Nesterov’s scoring totals won’t turn any heads, but there seems to be some intrigue in his underlying numbers. HERO charts found on ownthepuck.blogspot.com.

Nesterov Hero Chart

You’ll notice that Nesterov’s shot suppression could use some work, but he seems to have a bit of an offensive touch. Looking at his shots generated per hour is encouraging, as he is not reluctant to shoot the puck. As a 21 year-old rookie, Nesterov generated 44 shots in 27 games, and has eclipsed that total in each of the following two seasons. This could take some of the pressure off guys like Jeff Petry and Shea Weber, who are often tasked with the offensive output for the blue-line. Another positive from Nesterov’s HERO chart is his assists per hour. Nesterov could be a decent playmaking defenseman for the Habs as they wait for Andrei Markov to return, but his effect on the blue line could be felt for a much greater period of time.
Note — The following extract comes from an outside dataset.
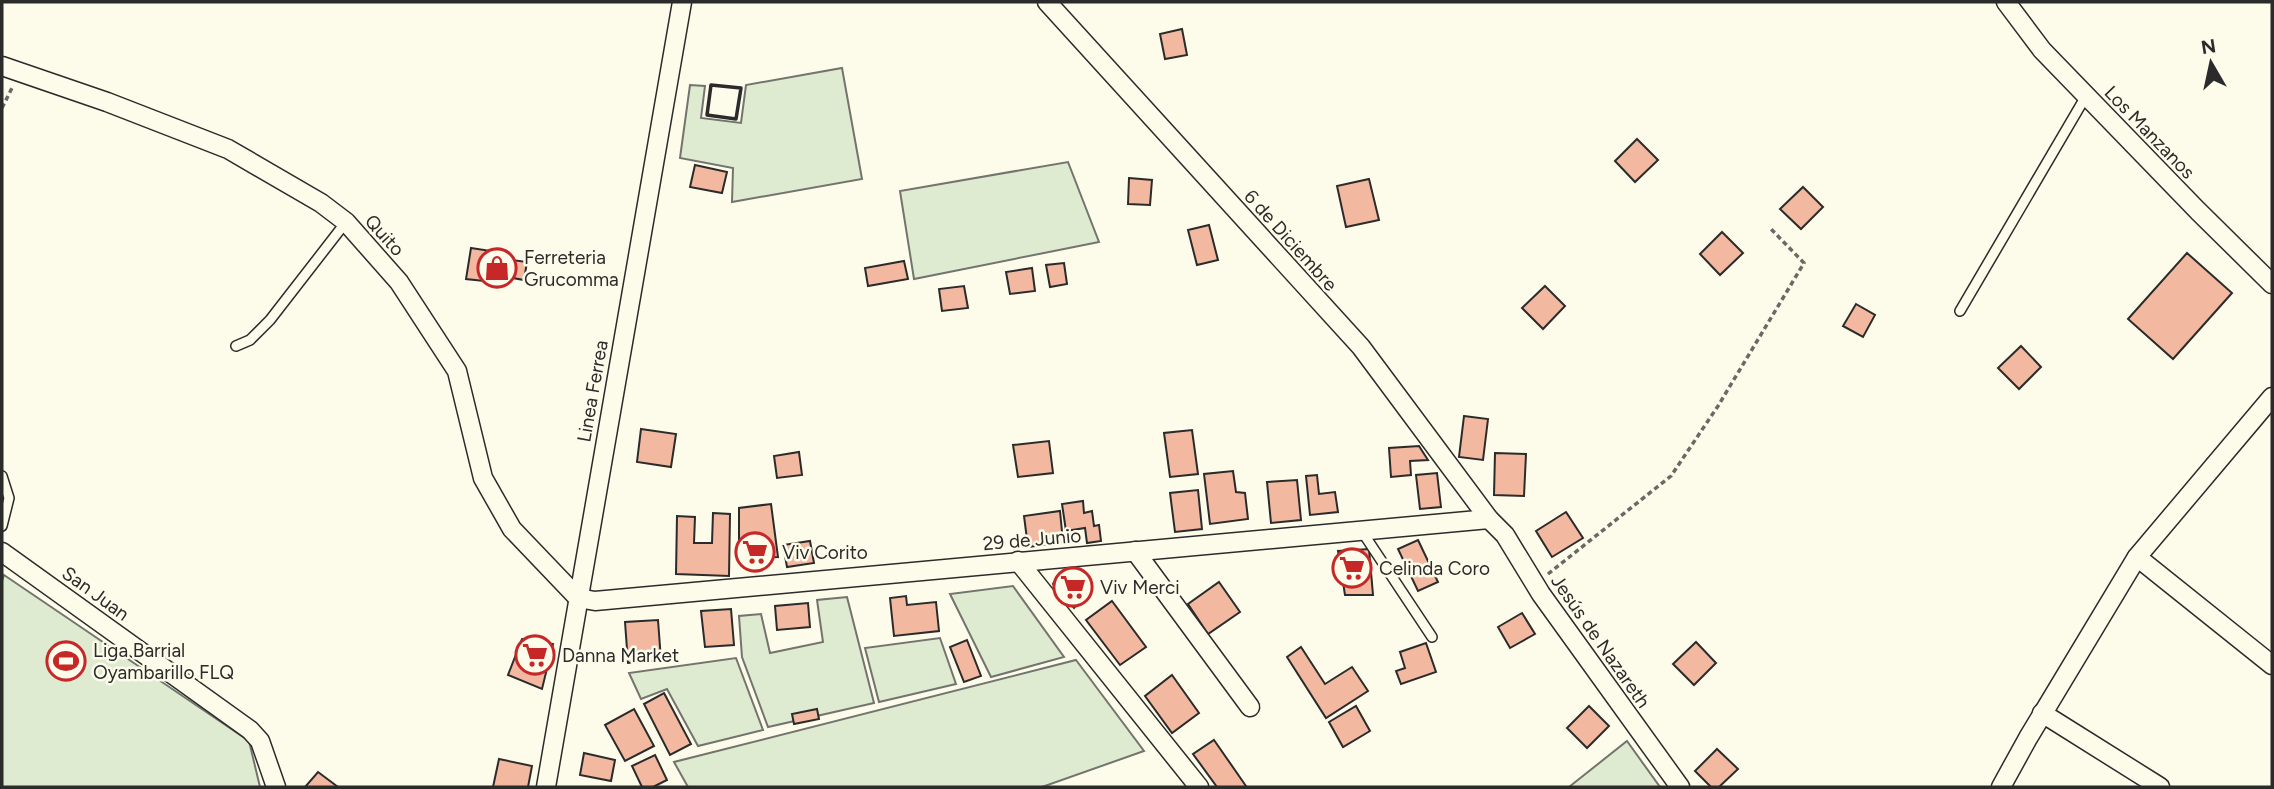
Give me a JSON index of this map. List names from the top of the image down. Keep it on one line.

The one caveat to this chart would be his time on ice, which is low. The sample size may be too small, and the Canadiens may need him to take on a large role immediately. The stats gathered to create this chart are from the past three seasons, so it’s possible that he had been given a larger role with the Lightning before being traded. Nesterov averaged 16:35 in ice time per game with the Lightning this season. Only time will tell what Nesterov is capable of offensively, but his possession numbers are encouraging for the time being.

Nesterov Loves Throwing the Body

Even though he’s only 5-foot-11 and 183 pounds, Nesterov likes to impose his will on the ice using well timed checks. Like this one. Tallying 95 hits last season, the Russian blue-liner joins the Canadiens and ranks sixth on the team in hits. On Wednesday morning’s Recency Bias, I talked about Emelin’s reluctance to throw the body and how that style of play may be taking a toll on him. It’s possible that Nesterov can take a little bit of stress off of Emelin when it comes to physical play, but I think this is going to be his role in all aspects of the game.

Nesterov joins the Canadiens in an odd spot; he has some offensive skills, but can also be relied on to throw a hit when needed. To be frank, Nesterov could be the Habs “Jack of all trades, but a master of none,” which isn’t necessarily a bad thing. If he can chip in offensively while adding a bit of intimidation to the Habs left side on defense, this trade could be a slam dunk.

And if it doesn’t work out, it’s not a back-breaker for Marc Bergevin and the Canadiens. This seems to be one of Bergevin’s patented “bargain bin” deals, which some fans may roll their eyes at. If this is the only move he makes to address the needs of this team, I’ll be concerned.

But for the time being, this deal seems like a win across the board.